20. E o seu custo ascendeu a 10 900 000$00.

21. Em meados de 2007, foi colocada no prédio referido em 17. uma marquise, em alumínio, e um portão, em ferro, cujo custo ascendeu a € 3 660,00.

22. Desde 1998 foram efetuadas, no mesmo prédio, obras e melhoramentos no logradouro e quintal, nomeadamente, por volta de 2002, uma segunda garagem, com a área aproximada de 28 m2, de um só pavimento, cimentado e “afagado” no chão e coberto por uma placa em cimento, com as paredes em blocos de cimento, areadas e pintadas exteriormente e com portas de ferro, no valor calculado, a preços atuais, em € 6 000,00;

23. ...e a edificação de uma “cozinha de lenha”, de rés-do-chão, com cerca de 28 m2, com uma porta e uma janela, em alumínio, em placa e paredes em blocos de cimento, areadas e pintadas, de ambos os lados e no interior, junto à banca da louça e do fogão, bem assim como no pavimento, ainda revestidos a azulejo e tijoleira;

24. ...e o levantamento de um armazém agrícola, com um lagar, com uma parede, em blocos de cimento, e as restantes, tal como a sua cobertura, em chapas de zinco, onduladas;

25. ...e a construção, em 2004, no prolongamento da garagem e da cozinha referidas em 22. e 23., de uma casa de banho exterior, com placa em cimento e paredes em tijolo, areadas e pintadas no exterior e revestidas a tijoleira no interior e chãos, com poliban e acessórios;

26. ...e o levantamento de um muro de suporte, em betão, com as dimensões aproximadas de 27 metros de comprimento, 1,50 metros de altura e 0,40 metros de largura;

27. ...e a edificação de um outro muro, com cerca de 20 metros de comprimento, 1,5 metros de altura e 0,40 metros de largura, também em betão;

28. ...e a abertura, em agosto de 2005, de um furo artesiano vertical, com a colocação de eletrobomba, no valor de € 2400,00;

29. ...e a concretização de um segundo furo artesiano, em novembro de 2005, e respetiva eletrobomba, no valor de € 2 295,00;

30. ...e a terraplanagem, em dezembro de 1998, de mais de 2 200 m2 de terreno;

31. ...e a execução de quatro ramadas em bancas de cimento, ligadas por cinco fiadas de arame e a plantação das respetivas videiras (mais de 100);

32. ...e a feitura de uma vinha de onze bardos, cada um com seis metros de comprimento, três pilares de cimento e três fios de arame e respetivas videiras, no valor de € 500,00;

33. …e a comparticipação com LL, na construção de uma calçada, em paralelo, de acesso às casas, com as dimensões aproximadas de 4,5 metros de largura e o comprimento de 30 metros, no valor de € 1000,00;

34. ...e a construção de um tanque, em blocos de cimento, isolado e areado, com cerca de 4 metros de comprimento, 3 metros de largura e 1 metro de altura.

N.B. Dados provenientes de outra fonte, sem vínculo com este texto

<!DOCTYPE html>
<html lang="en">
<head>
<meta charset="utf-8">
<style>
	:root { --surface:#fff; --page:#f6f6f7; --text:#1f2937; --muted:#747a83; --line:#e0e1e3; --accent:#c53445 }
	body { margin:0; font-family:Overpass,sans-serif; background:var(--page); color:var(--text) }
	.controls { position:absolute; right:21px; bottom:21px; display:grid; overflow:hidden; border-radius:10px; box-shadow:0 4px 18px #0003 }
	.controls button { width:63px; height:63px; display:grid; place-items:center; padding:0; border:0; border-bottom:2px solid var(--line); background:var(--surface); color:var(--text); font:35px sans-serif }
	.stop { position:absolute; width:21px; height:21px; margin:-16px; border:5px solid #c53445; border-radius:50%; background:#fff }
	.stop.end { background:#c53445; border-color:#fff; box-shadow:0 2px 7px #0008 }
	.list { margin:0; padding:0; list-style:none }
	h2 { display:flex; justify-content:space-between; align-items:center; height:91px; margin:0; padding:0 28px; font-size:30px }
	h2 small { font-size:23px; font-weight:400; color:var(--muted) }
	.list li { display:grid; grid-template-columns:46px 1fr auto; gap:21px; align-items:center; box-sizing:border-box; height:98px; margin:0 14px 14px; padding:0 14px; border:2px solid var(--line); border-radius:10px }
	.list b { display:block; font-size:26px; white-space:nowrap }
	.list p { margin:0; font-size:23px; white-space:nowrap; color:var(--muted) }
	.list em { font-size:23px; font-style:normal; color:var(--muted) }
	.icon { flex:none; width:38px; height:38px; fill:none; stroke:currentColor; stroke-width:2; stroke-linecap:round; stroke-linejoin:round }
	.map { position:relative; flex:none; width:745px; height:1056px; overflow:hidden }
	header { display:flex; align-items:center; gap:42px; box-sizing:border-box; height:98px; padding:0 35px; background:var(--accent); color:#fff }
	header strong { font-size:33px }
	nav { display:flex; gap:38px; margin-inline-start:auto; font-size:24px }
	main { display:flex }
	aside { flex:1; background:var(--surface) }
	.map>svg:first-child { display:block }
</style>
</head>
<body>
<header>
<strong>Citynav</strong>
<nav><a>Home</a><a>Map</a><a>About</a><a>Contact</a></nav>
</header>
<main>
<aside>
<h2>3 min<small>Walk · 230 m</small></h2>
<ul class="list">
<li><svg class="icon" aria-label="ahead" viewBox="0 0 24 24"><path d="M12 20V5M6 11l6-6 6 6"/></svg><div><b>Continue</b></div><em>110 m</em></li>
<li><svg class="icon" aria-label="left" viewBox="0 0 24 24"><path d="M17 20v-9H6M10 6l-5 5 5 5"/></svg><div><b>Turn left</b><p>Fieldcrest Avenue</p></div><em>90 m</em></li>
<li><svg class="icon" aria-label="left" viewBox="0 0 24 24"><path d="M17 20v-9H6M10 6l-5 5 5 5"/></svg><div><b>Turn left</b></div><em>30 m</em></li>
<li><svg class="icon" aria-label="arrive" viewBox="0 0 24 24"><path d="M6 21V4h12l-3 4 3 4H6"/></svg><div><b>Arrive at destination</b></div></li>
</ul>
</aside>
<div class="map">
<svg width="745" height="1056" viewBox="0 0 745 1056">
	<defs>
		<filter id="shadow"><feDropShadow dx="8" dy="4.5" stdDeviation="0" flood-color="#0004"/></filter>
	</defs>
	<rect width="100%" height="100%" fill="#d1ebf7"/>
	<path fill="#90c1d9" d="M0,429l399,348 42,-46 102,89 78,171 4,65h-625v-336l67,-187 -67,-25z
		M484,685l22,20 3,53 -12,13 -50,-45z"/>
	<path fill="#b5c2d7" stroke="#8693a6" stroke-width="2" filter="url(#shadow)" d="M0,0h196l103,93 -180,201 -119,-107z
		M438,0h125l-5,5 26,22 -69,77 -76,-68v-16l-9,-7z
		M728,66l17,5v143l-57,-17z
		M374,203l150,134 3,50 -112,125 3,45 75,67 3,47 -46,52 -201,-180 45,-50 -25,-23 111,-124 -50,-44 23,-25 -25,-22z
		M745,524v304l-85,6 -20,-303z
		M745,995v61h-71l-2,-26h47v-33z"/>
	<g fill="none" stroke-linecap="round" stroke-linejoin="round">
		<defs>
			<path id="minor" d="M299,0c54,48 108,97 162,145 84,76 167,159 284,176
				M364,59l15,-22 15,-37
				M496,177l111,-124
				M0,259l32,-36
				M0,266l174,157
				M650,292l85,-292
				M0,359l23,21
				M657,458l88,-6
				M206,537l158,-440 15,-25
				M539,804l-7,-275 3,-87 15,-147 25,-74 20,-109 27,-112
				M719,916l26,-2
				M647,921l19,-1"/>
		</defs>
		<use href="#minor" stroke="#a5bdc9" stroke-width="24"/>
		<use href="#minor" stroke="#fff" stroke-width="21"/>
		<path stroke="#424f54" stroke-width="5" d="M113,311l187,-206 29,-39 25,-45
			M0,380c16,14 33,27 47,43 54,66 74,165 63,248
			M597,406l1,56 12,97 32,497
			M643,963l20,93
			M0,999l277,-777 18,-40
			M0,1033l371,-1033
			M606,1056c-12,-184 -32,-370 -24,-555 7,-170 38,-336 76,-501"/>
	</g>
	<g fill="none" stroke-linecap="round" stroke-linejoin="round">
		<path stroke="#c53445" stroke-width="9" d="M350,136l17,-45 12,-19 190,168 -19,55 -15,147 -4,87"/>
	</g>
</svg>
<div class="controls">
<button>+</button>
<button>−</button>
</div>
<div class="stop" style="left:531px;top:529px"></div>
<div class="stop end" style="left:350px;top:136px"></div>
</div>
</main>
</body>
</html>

35. Na casa que A. e R. habitaram existiam os seguintes bens: uma mobília de sala comum, composta de um sofá cama e dois sofás individuais, em tecido, uma mesa de centro, oito cadeiras, um móvel de sala, uma arca, um móvel em forma de globo, tudo em madeira, no valor global de € 1 500,00.

36. Um candelabro de teto, um relógio de sala (de pé), um aparelho de música e uma estatueta em barro, tudo no valor de € 1 250,00.

37. Uma mobília de cozinha, feita por “Móveis ...”, constituída por um móvel de parede em forma de “L”, com o comprimento aproximado de 5 metros, a altura de 0,90 metros e a largura de 0,50 metros, em madeira de castanho;

38. ...um balcão, com a mesma forma e dimensão, em madeira de castanho, com tampo em granito;

39. ...um móvel, em madeira de castanho, com 1 metro de comprimento, 0,90 metros de altura e 0,50 metros de largura, com tampo em granito;

40. ... e uma mesa com o tamanho de 1,90 metros de comprimento por 0,80 metros de largura, em madeira de castanho e com tampo em granito.

41. Oito cadeirões em madeira de castanho, com almofada em pele, no valor de  € 1000,00, pagos integralmente com dinheiro do A.

42. Um frigorífico (combinado), um fogão (placa), uma televisão a cores, uma banca de lavar louça, em inox, um exaustor e um esquentador inteligente, no valor total de € 1 750,00.

43. Dois tachos e uma panela em ferro fundido e outra louça e cutelaria diversa, um microondas, três garrafas de gás, no valor de € 1 000,00.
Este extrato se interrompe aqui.